Dinkins expects more than 400 people will attend the annual T. Howard Foundation fundraiser in New York on April 5.

"We can safely say this will be our biggest dinner ever," Dinkins said, although she's not looking for a sell-out crowd at the Marriott Marquis. "We're not Kaitz," she added.

The T. Howard Foundation seeks support from the same programming companies that typically populate the Walter Kaitz Foundation benefits, as well as functions for NAMIC and Women in Cable & Telecommunications.

"I don't see it as a competition," Dinkins said. "It's a big job, and I don't think one entity can do it all on its own."

Instead of competing, the various groups often help each other out. NAMIC sponsored the entertainment at last year's T. Howard benefit, Dinkins said.
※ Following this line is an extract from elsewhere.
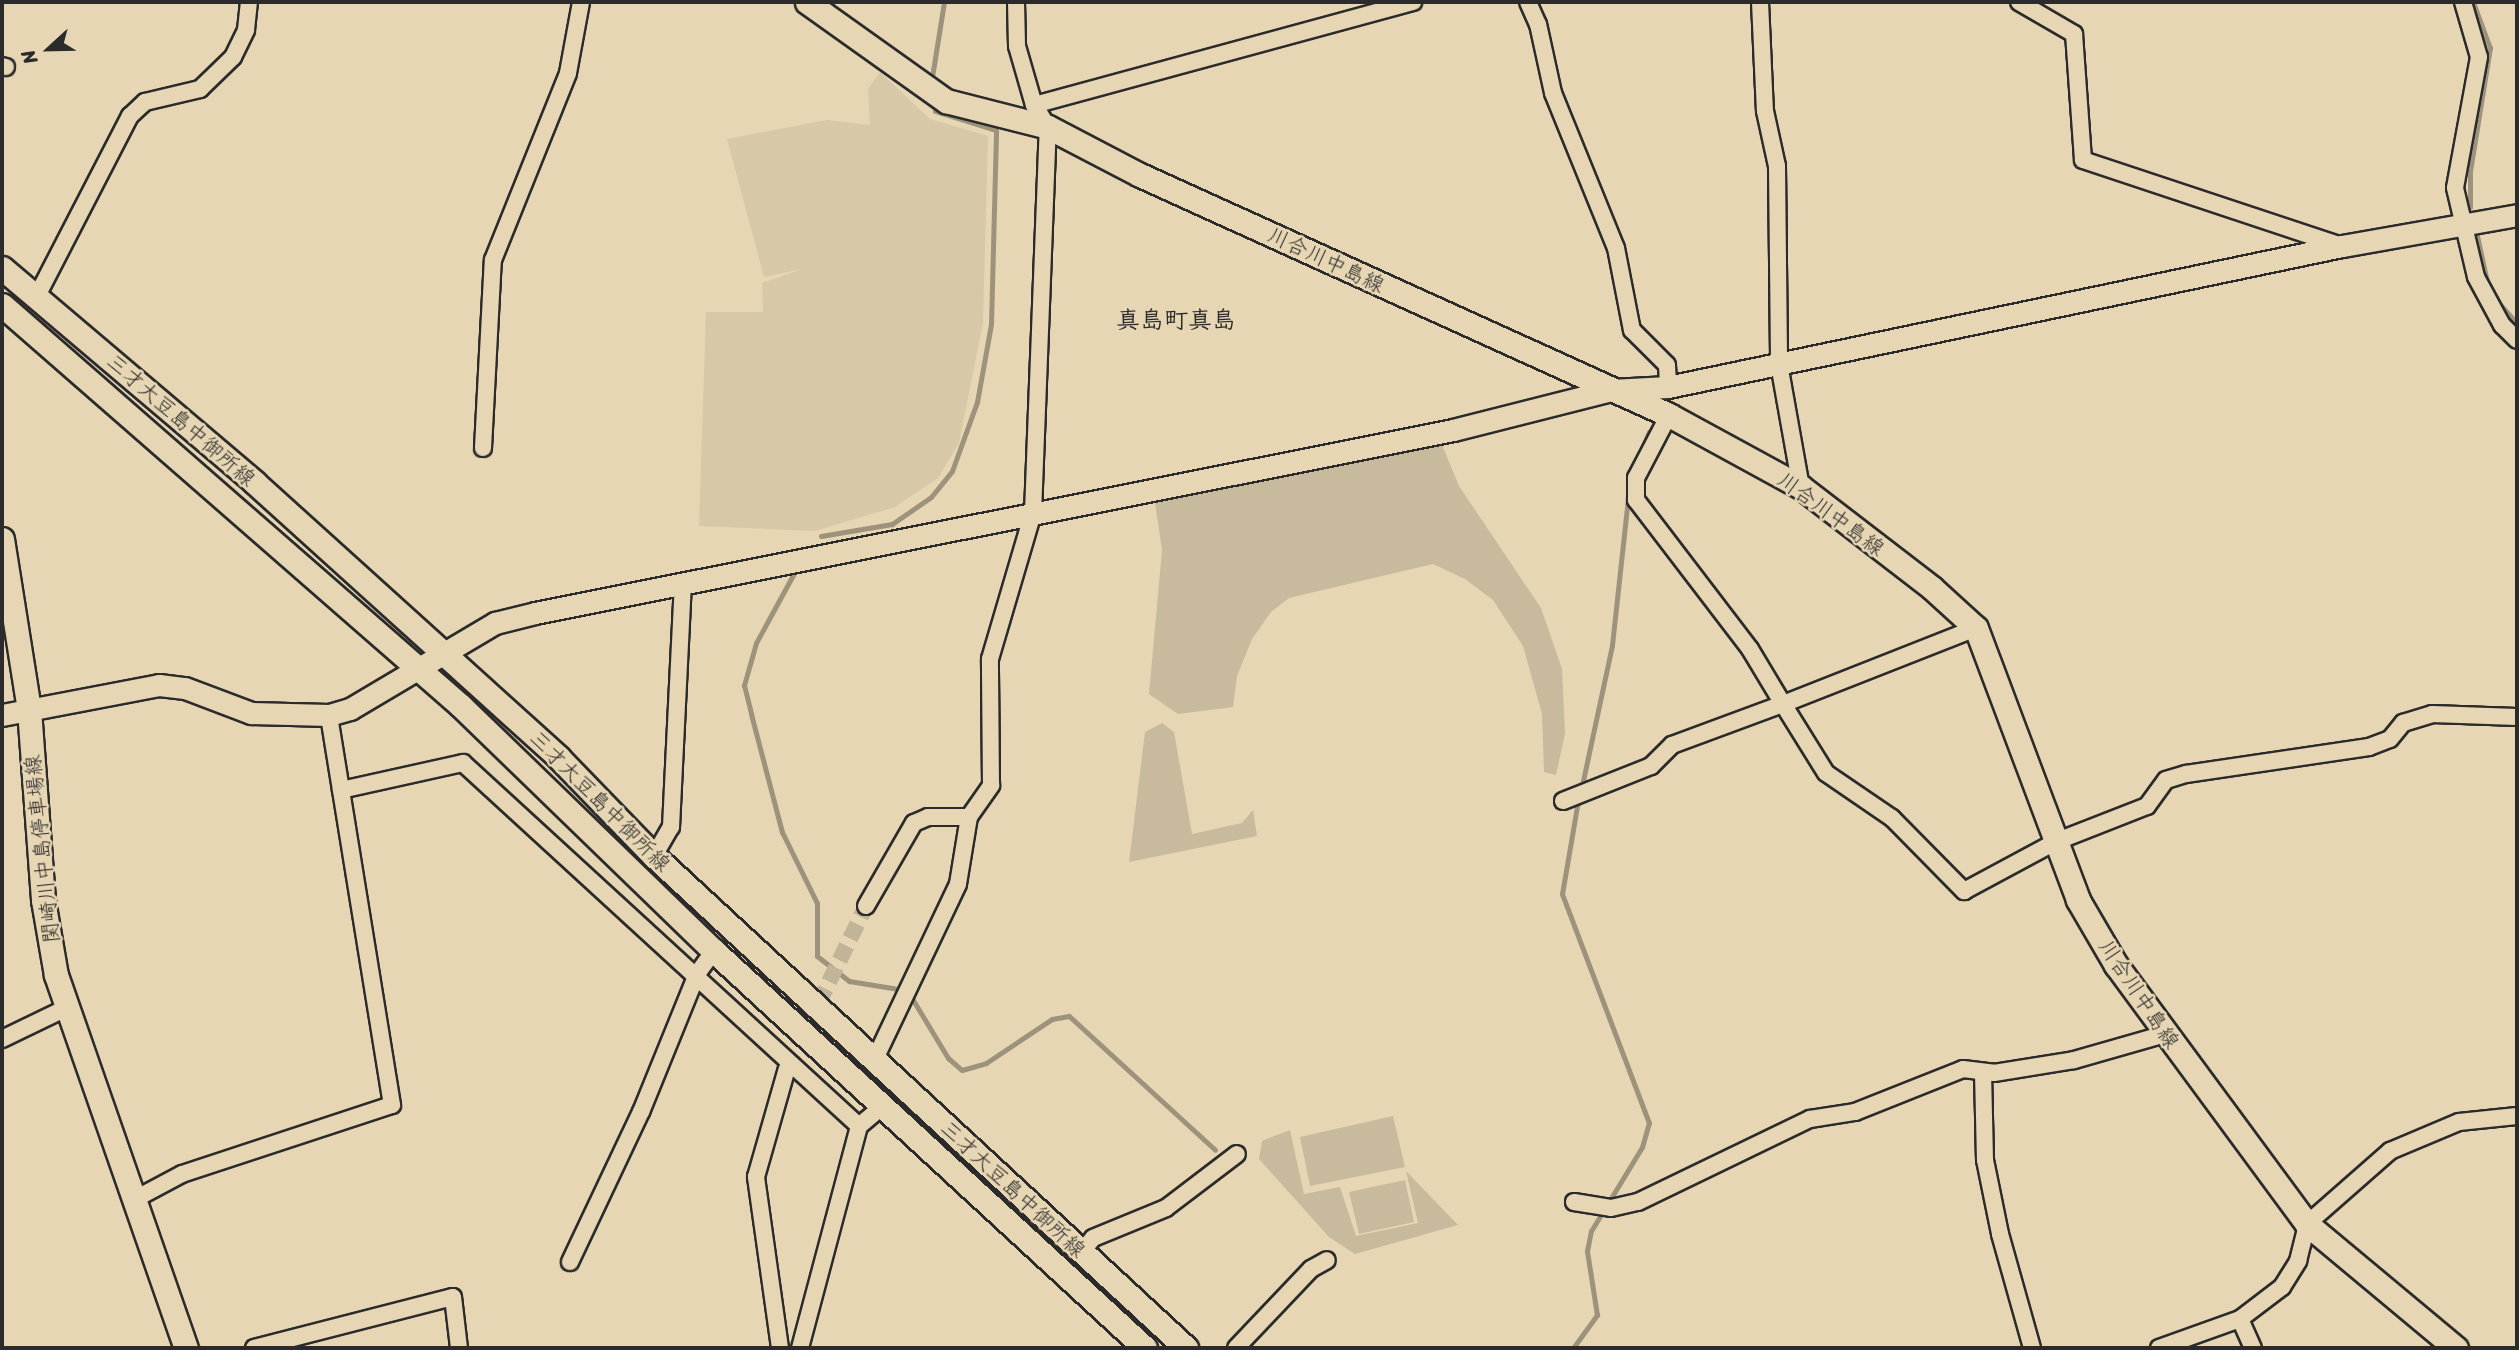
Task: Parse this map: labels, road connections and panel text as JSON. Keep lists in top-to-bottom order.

For this year's dinner, Dinkins has invited newly named WICT president Benita Fitzgerald Mosley as her personal guest.

The T. Howard Foundation hopes to broaden the reach of companies sponsoring internships to include satellite TV equipment manufacturers, satellite radio providers and others associated with the industry.

Outreach efforts target African-Americans, Latinos, American Indians, Asians and women. To better understand their customers, businesses need to hire people that mirror the general population, Dinkins advised.

While most businesses have been challenged with creating a more diverse workplace, Dinkins said she's heard from companies that say they don't know where to look for qualified talent.

"I say, 'Don't worry about it-I will find them.'"

Through the foundation, Dinkins brings industry executives to traditionally black and minority colleges to attract potential interns. Without fail, students line up down the hall and around corners waiting to hear the foundation's pitch.

"It's because of the type of companies we represent," she said. "Who wouldn't want to work for companies like HBO, the NFL or ESPN?"

The foundation is just starting to track the number of interns who stay within the industry. Although no figures were available last week, "it looks like a good percentage," Dinkins said. She added that the foundation has established an alumni association for the interns.

"They will be our ambassadors to increase our foundation's presence and to go back and recruit," Dinkins said.